Task description = Would you please copy every line below that includes the string "nowrap"?

==== Exercise material ====

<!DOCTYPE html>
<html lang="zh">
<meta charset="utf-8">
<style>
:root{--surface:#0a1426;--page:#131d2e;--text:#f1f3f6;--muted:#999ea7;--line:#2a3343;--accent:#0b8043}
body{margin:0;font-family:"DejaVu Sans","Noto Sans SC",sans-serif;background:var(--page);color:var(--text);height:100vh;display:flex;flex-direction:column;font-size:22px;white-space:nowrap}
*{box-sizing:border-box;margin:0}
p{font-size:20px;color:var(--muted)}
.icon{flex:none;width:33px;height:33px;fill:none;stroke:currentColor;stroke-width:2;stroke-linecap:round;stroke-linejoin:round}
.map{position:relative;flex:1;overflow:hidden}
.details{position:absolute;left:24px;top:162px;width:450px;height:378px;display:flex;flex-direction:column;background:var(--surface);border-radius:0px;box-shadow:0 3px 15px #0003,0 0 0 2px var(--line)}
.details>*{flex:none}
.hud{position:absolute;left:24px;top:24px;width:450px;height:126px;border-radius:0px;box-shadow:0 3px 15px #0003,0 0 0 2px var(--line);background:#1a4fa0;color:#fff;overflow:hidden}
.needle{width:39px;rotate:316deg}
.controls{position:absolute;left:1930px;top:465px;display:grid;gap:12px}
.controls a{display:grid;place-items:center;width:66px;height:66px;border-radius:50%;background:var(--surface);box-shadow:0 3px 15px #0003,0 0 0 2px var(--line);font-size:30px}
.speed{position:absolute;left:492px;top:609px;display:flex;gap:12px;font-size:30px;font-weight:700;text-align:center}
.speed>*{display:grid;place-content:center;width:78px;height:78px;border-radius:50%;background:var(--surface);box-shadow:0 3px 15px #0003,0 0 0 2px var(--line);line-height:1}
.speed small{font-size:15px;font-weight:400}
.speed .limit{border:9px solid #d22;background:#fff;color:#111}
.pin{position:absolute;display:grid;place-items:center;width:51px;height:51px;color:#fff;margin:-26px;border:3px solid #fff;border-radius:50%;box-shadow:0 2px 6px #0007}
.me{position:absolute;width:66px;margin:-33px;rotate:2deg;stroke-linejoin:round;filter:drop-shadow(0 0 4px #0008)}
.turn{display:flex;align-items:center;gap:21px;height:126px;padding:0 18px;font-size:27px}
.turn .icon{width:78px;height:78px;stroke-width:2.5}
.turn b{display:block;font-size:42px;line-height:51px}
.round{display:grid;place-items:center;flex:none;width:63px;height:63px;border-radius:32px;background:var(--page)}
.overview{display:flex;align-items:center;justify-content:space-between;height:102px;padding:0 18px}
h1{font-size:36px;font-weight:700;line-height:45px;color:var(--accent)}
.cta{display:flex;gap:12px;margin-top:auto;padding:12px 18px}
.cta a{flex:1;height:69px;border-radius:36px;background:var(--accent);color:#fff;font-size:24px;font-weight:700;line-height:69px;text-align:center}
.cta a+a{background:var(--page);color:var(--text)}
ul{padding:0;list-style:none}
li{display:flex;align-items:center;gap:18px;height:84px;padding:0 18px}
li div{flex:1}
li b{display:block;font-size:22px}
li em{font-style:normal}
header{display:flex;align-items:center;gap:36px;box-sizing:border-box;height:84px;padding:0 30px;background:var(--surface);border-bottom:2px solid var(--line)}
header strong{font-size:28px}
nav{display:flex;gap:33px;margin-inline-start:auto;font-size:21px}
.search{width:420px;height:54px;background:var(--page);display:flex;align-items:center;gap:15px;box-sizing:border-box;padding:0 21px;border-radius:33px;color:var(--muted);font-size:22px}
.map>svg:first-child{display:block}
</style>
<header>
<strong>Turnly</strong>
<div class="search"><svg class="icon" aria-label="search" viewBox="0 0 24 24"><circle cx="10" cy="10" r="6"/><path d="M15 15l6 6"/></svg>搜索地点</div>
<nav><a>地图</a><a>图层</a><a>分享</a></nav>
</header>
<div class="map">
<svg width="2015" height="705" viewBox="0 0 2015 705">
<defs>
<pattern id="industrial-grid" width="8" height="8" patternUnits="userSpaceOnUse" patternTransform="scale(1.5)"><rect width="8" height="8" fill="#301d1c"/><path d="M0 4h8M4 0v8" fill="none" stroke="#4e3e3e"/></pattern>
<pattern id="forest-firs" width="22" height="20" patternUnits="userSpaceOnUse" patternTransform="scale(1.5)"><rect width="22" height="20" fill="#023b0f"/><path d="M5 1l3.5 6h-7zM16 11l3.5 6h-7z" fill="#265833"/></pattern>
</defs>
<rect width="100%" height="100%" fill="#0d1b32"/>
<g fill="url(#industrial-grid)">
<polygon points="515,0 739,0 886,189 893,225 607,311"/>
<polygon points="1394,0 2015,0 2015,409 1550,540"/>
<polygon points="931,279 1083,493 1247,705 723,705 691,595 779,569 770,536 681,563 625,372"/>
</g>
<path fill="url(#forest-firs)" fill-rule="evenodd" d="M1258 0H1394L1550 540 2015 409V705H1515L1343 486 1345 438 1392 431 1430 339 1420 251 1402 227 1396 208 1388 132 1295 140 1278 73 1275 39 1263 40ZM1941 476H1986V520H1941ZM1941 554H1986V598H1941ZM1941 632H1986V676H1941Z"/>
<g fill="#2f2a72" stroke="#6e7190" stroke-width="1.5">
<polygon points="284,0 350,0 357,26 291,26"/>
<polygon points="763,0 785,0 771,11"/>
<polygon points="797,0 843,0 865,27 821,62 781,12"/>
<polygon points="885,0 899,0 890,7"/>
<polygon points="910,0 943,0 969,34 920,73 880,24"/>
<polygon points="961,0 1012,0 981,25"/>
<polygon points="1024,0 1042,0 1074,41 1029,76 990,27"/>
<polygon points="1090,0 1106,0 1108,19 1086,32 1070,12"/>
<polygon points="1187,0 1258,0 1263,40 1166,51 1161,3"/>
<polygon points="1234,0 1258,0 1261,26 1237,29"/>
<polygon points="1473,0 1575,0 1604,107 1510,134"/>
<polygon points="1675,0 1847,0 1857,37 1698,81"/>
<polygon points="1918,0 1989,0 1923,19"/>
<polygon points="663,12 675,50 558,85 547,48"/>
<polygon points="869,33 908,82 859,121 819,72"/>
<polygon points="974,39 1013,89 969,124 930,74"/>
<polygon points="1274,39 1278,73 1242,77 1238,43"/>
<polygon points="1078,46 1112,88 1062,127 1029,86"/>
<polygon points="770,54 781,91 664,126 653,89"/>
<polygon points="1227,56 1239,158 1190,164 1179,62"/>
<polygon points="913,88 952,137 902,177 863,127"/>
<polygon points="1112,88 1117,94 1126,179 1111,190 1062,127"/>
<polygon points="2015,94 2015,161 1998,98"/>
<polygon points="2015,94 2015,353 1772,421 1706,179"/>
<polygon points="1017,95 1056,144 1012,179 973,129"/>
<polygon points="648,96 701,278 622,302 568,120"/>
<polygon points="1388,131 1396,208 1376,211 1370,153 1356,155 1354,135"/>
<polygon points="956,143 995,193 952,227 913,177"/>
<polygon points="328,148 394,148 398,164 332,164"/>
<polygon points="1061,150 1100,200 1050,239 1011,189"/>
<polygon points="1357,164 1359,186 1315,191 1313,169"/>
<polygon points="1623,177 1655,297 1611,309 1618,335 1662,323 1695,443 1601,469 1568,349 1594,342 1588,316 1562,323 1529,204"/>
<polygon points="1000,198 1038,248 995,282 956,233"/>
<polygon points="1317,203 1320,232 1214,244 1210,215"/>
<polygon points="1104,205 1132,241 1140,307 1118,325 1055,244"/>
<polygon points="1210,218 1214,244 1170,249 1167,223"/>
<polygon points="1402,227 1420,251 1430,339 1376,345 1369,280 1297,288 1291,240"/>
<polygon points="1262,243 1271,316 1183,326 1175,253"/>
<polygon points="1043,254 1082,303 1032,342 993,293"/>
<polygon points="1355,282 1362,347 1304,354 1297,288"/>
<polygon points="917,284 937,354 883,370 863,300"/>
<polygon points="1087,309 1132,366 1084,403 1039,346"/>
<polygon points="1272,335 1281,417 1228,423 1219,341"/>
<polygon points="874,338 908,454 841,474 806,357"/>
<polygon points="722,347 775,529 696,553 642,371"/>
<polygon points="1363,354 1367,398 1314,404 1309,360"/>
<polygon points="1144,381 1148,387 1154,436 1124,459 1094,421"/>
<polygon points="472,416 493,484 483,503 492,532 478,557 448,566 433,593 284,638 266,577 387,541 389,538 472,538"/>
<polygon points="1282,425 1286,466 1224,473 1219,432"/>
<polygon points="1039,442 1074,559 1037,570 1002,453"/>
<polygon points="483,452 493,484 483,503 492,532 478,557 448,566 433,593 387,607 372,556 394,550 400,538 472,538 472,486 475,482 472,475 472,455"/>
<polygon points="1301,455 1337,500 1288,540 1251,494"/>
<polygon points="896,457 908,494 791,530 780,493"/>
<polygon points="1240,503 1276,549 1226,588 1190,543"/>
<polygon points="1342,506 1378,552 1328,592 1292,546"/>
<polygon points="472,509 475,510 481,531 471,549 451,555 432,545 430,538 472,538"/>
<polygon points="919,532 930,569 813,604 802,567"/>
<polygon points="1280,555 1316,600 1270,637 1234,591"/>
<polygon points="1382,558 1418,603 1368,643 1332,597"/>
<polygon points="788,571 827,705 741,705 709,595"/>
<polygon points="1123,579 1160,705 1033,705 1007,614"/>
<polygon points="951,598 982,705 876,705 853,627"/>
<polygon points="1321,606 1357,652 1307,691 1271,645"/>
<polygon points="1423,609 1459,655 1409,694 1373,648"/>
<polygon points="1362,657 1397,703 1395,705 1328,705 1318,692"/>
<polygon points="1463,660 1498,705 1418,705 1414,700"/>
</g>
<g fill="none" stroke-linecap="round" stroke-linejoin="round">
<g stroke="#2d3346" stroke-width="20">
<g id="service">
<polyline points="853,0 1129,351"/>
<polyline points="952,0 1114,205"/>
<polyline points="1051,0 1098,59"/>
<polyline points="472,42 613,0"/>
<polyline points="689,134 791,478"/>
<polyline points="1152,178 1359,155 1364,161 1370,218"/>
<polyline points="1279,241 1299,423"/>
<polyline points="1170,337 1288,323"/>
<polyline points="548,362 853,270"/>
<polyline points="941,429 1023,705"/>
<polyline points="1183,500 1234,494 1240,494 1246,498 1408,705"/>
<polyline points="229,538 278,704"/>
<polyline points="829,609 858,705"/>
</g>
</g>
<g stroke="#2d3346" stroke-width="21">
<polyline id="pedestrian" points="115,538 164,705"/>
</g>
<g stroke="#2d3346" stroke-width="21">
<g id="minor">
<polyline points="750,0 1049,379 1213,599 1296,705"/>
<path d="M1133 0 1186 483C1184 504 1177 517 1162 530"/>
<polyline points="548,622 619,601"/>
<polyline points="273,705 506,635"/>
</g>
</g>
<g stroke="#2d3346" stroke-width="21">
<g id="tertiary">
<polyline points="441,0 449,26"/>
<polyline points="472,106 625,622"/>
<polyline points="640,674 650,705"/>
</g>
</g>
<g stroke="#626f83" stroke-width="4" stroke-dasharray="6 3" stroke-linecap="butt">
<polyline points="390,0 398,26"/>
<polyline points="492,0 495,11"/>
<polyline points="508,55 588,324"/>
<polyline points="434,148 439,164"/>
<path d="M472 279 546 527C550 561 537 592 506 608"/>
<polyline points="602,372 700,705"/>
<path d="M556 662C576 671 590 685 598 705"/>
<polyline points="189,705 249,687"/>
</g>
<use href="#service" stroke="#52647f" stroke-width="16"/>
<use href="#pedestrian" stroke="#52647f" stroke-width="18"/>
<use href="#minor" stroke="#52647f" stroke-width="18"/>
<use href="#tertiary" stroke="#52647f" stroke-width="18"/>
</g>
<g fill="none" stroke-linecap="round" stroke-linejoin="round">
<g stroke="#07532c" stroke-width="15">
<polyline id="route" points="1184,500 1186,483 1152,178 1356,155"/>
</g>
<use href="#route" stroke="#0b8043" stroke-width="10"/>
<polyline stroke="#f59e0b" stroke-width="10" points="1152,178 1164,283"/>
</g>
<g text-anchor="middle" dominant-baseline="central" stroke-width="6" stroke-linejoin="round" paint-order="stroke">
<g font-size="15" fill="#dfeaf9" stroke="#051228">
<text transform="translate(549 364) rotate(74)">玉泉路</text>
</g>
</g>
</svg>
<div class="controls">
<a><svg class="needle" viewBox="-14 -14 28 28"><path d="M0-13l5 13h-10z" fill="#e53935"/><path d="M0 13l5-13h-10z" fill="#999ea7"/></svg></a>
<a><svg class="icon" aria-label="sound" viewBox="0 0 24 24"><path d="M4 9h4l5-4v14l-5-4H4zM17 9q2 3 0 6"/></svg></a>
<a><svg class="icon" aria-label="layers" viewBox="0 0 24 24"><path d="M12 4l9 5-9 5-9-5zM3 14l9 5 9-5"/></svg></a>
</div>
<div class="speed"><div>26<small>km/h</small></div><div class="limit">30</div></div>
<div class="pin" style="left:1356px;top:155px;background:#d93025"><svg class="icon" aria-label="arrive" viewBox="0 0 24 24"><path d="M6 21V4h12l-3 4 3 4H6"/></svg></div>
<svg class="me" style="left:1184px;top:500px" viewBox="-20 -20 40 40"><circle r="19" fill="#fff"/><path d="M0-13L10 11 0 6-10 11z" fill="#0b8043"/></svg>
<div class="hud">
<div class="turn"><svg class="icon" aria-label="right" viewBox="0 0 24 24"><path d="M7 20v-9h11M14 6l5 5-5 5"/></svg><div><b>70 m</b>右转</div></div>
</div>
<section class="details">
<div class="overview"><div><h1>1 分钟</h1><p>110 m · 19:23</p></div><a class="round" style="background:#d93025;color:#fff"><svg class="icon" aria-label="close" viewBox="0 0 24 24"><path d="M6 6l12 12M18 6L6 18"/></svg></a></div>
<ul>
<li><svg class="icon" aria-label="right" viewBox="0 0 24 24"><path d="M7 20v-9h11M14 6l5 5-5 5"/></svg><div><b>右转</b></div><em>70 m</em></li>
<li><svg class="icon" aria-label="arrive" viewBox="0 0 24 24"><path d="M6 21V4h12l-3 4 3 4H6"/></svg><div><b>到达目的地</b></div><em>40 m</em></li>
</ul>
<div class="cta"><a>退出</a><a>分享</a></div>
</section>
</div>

====
==== Exercise material ====

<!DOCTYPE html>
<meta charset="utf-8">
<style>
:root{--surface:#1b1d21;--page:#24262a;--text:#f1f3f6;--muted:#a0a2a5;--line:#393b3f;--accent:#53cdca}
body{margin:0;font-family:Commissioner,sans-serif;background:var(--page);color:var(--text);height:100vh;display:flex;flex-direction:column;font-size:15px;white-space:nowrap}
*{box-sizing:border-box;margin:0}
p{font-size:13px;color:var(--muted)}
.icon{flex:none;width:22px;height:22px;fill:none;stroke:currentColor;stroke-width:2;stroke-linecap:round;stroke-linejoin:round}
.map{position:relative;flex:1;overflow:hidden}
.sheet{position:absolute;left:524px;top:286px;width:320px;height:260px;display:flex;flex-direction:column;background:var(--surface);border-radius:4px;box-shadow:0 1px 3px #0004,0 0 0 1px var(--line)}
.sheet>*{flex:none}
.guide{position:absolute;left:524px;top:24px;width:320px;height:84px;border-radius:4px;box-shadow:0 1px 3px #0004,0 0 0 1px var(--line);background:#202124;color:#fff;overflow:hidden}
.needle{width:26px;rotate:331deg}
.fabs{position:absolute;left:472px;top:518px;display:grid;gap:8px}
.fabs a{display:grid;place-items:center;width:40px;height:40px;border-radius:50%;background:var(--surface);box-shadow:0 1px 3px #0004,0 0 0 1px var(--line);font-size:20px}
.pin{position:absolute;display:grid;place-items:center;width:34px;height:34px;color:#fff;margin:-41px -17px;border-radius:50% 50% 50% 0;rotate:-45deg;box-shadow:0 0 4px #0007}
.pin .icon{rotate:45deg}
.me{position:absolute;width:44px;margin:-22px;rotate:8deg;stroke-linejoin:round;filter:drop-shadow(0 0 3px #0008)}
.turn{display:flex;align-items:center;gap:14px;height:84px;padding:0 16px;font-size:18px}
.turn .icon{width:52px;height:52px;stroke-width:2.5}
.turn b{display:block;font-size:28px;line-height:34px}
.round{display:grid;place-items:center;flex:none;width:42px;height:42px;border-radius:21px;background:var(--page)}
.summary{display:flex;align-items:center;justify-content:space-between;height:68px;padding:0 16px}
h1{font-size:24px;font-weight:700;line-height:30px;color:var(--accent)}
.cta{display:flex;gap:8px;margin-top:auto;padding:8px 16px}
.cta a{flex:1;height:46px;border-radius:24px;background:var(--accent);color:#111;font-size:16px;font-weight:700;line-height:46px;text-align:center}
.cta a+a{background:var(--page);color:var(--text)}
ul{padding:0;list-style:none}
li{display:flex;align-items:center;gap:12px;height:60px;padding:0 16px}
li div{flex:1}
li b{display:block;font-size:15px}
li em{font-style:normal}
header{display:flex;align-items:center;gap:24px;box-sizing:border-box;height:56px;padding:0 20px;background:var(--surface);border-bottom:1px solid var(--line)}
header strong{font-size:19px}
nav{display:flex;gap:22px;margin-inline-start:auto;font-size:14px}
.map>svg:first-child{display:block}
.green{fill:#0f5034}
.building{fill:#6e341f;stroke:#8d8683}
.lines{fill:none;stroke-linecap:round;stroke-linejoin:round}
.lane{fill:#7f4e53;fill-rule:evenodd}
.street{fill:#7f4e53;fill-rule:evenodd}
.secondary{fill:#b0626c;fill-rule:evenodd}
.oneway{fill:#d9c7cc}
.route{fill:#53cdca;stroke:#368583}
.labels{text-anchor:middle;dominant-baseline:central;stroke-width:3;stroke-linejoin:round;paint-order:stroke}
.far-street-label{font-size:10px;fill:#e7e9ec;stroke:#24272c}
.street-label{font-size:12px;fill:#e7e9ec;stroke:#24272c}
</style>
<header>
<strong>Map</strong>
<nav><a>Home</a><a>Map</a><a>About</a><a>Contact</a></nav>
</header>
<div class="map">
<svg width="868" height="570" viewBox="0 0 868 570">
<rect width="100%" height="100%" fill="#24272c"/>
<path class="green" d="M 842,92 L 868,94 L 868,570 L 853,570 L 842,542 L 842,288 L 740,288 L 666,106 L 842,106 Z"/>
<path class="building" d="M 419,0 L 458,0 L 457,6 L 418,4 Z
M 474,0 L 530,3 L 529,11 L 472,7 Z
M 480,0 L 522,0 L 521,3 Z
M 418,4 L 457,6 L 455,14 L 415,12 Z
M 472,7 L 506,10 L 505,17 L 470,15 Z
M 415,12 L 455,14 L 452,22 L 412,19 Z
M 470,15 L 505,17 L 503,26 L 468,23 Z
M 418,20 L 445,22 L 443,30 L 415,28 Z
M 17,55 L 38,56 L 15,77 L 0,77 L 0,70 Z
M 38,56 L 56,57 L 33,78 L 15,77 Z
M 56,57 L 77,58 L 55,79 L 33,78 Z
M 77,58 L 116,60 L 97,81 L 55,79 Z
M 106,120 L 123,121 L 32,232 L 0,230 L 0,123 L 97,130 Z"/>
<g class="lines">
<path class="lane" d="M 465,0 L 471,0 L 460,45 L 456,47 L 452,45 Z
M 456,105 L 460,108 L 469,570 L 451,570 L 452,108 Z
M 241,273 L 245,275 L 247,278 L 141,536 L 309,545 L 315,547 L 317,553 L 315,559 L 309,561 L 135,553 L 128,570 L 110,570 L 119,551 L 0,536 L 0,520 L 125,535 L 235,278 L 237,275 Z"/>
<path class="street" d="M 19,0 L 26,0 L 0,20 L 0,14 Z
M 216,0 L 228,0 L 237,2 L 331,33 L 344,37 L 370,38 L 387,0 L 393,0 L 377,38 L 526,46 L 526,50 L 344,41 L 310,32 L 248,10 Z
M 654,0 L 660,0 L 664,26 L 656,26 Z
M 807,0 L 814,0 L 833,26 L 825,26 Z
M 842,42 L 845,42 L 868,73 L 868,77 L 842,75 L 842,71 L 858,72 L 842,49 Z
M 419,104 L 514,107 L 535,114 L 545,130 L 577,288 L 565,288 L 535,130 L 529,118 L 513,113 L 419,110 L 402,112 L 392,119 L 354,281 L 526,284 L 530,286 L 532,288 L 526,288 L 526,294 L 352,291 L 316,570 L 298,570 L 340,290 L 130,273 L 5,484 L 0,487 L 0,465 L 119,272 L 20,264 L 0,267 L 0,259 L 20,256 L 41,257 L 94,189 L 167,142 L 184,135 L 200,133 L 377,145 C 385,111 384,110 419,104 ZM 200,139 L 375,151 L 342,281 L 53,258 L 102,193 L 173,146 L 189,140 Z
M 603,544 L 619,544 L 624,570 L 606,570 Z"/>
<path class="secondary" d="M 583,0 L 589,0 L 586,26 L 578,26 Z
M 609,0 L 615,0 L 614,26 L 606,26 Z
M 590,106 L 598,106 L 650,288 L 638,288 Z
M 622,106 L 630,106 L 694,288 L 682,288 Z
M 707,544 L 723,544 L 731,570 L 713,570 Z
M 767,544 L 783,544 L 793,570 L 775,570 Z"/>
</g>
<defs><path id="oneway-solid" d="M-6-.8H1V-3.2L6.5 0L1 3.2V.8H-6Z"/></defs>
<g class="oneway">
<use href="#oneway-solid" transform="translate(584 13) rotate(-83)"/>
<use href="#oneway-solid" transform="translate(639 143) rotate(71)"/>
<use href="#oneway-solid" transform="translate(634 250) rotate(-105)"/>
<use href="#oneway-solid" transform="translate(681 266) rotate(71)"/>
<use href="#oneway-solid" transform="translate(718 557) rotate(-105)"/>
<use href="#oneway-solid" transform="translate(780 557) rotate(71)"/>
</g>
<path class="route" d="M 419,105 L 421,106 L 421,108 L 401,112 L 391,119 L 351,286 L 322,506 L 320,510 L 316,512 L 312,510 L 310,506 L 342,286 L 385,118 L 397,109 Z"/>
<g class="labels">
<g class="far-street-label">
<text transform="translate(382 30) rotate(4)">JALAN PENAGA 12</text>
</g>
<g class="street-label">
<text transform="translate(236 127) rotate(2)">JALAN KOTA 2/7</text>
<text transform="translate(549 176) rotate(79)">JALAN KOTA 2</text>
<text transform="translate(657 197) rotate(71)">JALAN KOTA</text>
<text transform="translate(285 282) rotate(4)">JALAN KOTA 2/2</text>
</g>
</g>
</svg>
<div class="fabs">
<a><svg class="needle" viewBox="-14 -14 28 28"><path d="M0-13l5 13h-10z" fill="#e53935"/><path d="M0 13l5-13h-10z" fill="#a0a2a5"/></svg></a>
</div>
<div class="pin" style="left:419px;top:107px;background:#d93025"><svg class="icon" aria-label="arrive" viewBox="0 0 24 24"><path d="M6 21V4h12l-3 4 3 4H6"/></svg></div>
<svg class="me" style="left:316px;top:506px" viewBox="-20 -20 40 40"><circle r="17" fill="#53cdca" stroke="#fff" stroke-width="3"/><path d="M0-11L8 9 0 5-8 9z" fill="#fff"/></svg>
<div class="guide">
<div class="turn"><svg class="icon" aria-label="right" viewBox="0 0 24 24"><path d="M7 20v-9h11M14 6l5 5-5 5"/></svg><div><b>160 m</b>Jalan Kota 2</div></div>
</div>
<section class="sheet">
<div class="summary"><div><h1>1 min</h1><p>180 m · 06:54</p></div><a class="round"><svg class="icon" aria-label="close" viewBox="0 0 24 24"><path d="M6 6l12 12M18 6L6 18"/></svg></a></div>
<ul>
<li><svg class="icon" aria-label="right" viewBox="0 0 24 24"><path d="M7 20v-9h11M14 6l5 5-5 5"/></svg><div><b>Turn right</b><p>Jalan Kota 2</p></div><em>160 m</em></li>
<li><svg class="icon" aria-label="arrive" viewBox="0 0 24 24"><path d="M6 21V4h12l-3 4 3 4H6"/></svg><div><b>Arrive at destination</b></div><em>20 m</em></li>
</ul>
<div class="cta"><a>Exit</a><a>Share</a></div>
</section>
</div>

====

Result =
body{margin:0;font-family:"DejaVu Sans","Noto Sans SC",sans-serif;background:var(--page);color:var(--text);height:100vh;display:flex;flex-direction:column;font-size:22px;white-space:nowrap}
body{margin:0;font-family:Commissioner,sans-serif;background:var(--page);color:var(--text);height:100vh;display:flex;flex-direction:column;font-size:15px;white-space:nowrap}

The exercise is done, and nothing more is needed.